_INFORMATION PROVIDED:_
Segment Open

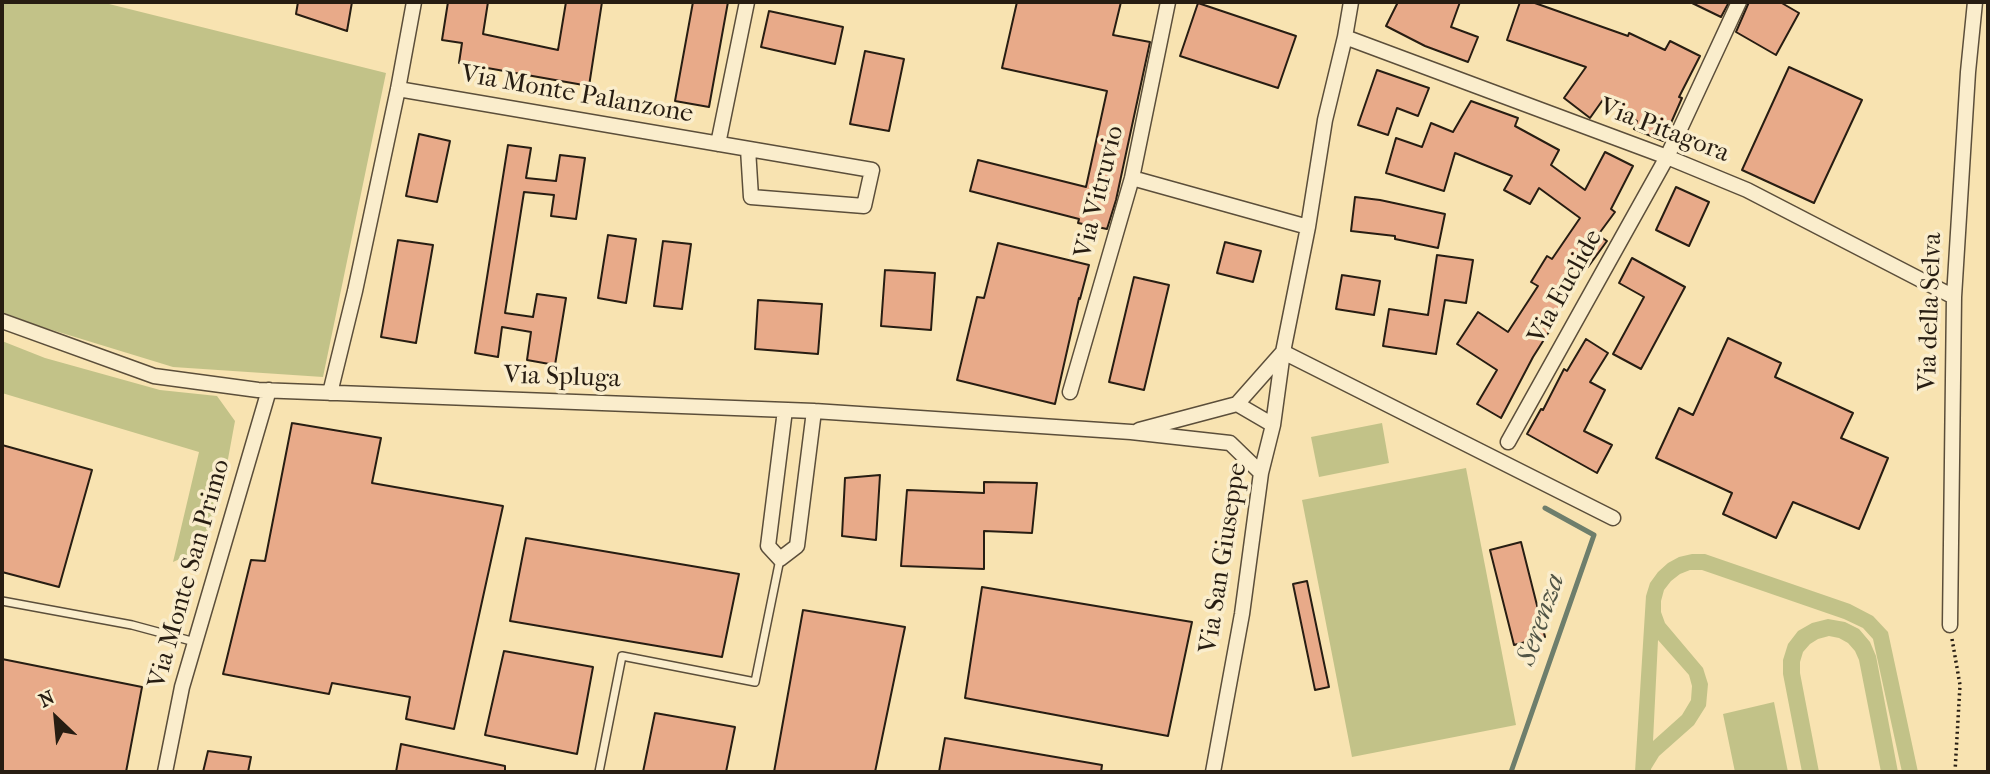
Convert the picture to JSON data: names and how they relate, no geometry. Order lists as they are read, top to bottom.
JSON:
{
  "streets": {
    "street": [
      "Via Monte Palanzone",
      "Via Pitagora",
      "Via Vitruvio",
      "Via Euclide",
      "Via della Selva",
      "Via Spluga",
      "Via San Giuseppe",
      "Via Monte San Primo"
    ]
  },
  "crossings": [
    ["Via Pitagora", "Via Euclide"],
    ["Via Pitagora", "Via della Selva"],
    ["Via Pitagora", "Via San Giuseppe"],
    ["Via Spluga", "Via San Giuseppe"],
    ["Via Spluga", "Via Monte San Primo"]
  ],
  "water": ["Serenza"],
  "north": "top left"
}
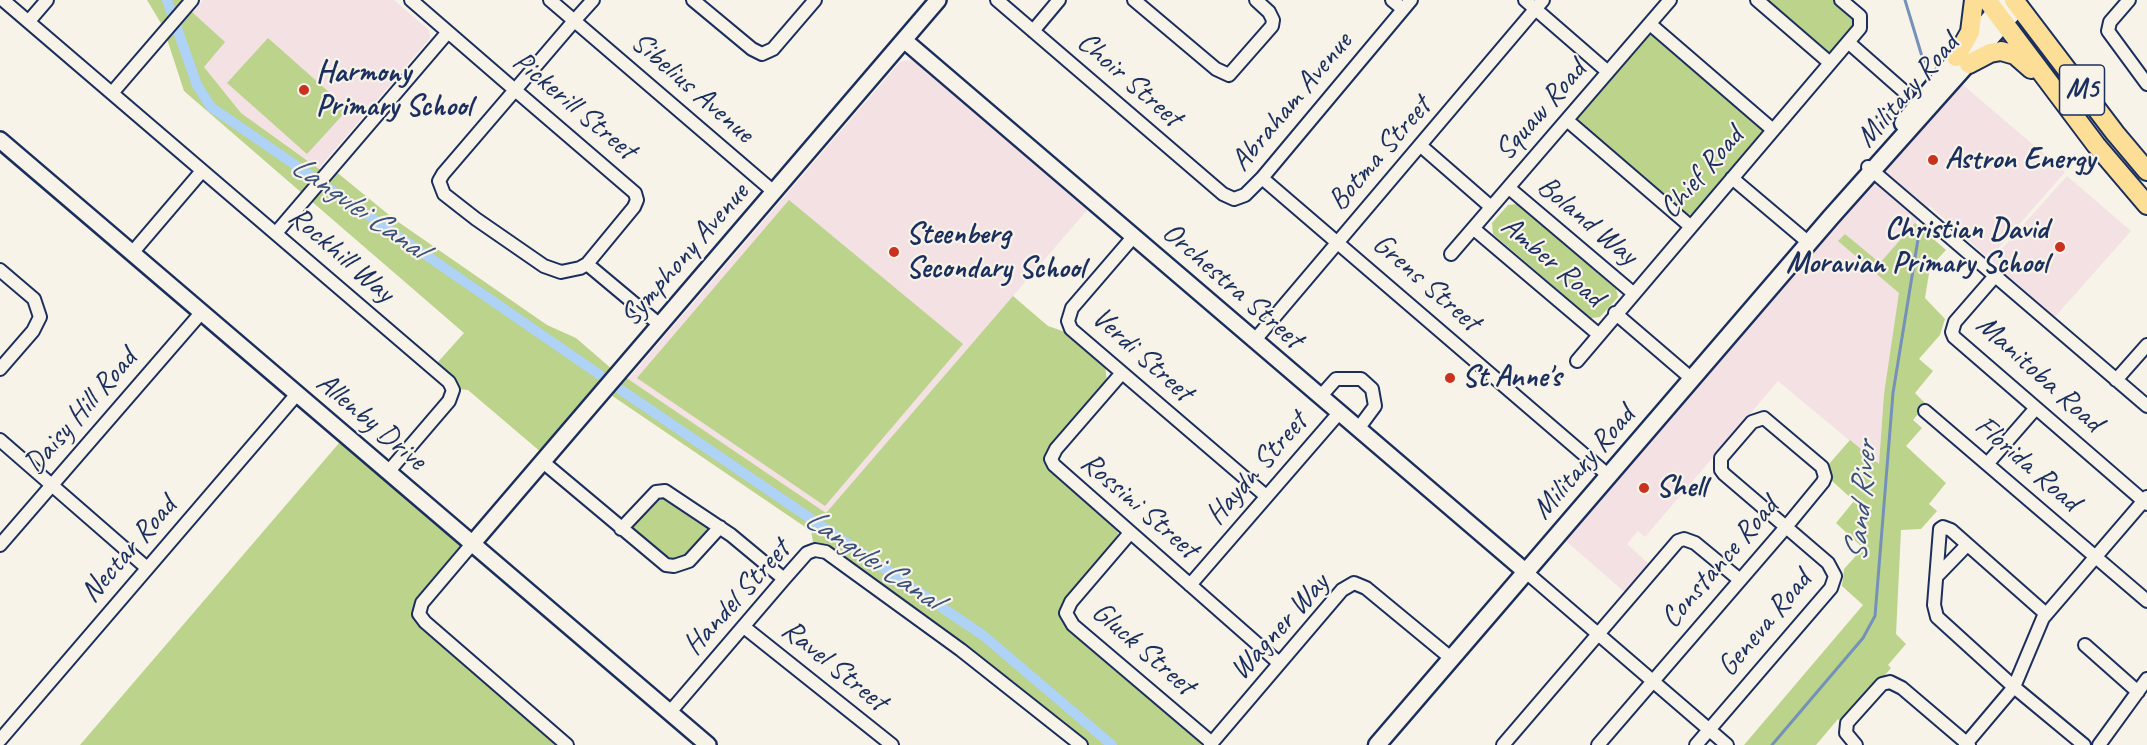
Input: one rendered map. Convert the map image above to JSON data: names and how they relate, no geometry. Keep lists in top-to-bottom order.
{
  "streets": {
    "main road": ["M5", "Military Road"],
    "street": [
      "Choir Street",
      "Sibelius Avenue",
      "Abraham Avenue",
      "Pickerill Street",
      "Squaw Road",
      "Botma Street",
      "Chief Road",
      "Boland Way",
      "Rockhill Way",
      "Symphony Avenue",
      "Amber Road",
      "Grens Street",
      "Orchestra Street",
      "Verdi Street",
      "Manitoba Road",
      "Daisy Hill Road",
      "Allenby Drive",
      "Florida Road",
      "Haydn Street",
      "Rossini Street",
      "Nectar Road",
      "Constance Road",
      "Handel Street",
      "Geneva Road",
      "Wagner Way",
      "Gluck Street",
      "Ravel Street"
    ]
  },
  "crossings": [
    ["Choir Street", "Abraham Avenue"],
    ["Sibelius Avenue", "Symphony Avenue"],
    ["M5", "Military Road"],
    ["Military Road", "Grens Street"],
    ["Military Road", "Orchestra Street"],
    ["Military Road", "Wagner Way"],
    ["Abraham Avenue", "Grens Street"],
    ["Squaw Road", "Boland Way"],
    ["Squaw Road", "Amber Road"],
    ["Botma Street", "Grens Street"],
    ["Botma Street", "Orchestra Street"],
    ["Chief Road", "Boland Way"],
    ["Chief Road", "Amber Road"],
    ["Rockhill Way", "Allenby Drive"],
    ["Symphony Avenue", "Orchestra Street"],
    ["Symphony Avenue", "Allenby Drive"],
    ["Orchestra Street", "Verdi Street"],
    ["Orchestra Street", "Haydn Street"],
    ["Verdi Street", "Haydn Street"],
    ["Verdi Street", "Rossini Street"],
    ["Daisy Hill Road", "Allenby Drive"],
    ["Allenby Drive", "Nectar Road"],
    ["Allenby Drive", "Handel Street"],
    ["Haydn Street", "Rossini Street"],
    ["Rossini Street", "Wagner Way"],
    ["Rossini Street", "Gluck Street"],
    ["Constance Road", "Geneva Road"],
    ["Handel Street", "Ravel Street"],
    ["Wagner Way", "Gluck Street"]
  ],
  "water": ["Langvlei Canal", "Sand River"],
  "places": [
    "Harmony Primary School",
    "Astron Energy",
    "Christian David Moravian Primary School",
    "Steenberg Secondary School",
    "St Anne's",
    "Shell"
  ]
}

Segment Closed

_AIM OF THE TASK:_ The answer must be the full listing above, copied exactly, with no pictures in it.

_WORKED SOLUTION:_
Convert the picture to JSON data: names and how they relate, no geometry. Order lists as they are read, top to bottom.
JSON:
{
  "streets": {
    "street": [
      "Via Monte Palanzone",
      "Via Pitagora",
      "Via Vitruvio",
      "Via Euclide",
      "Via della Selva",
      "Via Spluga",
      "Via San Giuseppe",
      "Via Monte San Primo"
    ]
  },
  "crossings": [
    ["Via Pitagora", "Via Euclide"],
    ["Via Pitagora", "Via della Selva"],
    ["Via Pitagora", "Via San Giuseppe"],
    ["Via Spluga", "Via San Giuseppe"],
    ["Via Spluga", "Via Monte San Primo"]
  ],
  "water": ["Serenza"],
  "north": "top left"
}
Input: one rendered map. Convert the map image above to JSON data: names and how they relate, no geometry. Keep lists in top-to-bottom order.
{
  "streets": {
    "main road": ["M5", "Military Road"],
    "street": [
      "Choir Street",
      "Sibelius Avenue",
      "Abraham Avenue",
      "Pickerill Street",
      "Squaw Road",
      "Botma Street",
      "Chief Road",
      "Boland Way",
      "Rockhill Way",
      "Symphony Avenue",
      "Amber Road",
      "Grens Street",
      "Orchestra Street",
      "Verdi Street",
      "Manitoba Road",
      "Daisy Hill Road",
      "Allenby Drive",
      "Florida Road",
      "Haydn Street",
      "Rossini Street",
      "Nectar Road",
      "Constance Road",
      "Handel Street",
      "Geneva Road",
      "Wagner Way",
      "Gluck Street",
      "Ravel Street"
    ]
  },
  "crossings": [
    ["Choir Street", "Abraham Avenue"],
    ["Sibelius Avenue", "Symphony Avenue"],
    ["M5", "Military Road"],
    ["Military Road", "Grens Street"],
    ["Military Road", "Orchestra Street"],
    ["Military Road", "Wagner Way"],
    ["Abraham Avenue", "Grens Street"],
    ["Squaw Road", "Boland Way"],
    ["Squaw Road", "Amber Road"],
    ["Botma Street", "Grens Street"],
    ["Botma Street", "Orchestra Street"],
    ["Chief Road", "Boland Way"],
    ["Chief Road", "Amber Road"],
    ["Rockhill Way", "Allenby Drive"],
    ["Symphony Avenue", "Orchestra Street"],
    ["Symphony Avenue", "Allenby Drive"],
    ["Orchestra Street", "Verdi Street"],
    ["Orchestra Street", "Haydn Street"],
    ["Verdi Street", "Haydn Street"],
    ["Verdi Street", "Rossini Street"],
    ["Daisy Hill Road", "Allenby Drive"],
    ["Allenby Drive", "Nectar Road"],
    ["Allenby Drive", "Handel Street"],
    ["Haydn Street", "Rossini Street"],
    ["Rossini Street", "Wagner Way"],
    ["Rossini Street", "Gluck Street"],
    ["Constance Road", "Geneva Road"],
    ["Handel Street", "Ravel Street"],
    ["Wagner Way", "Gluck Street"]
  ],
  "water": ["Langvlei Canal", "Sand River"],
  "places": [
    "Harmony Primary School",
    "Astron Energy",
    "Christian David Moravian Primary School",
    "Steenberg Secondary School",
    "St Anne's",
    "Shell"
  ]
}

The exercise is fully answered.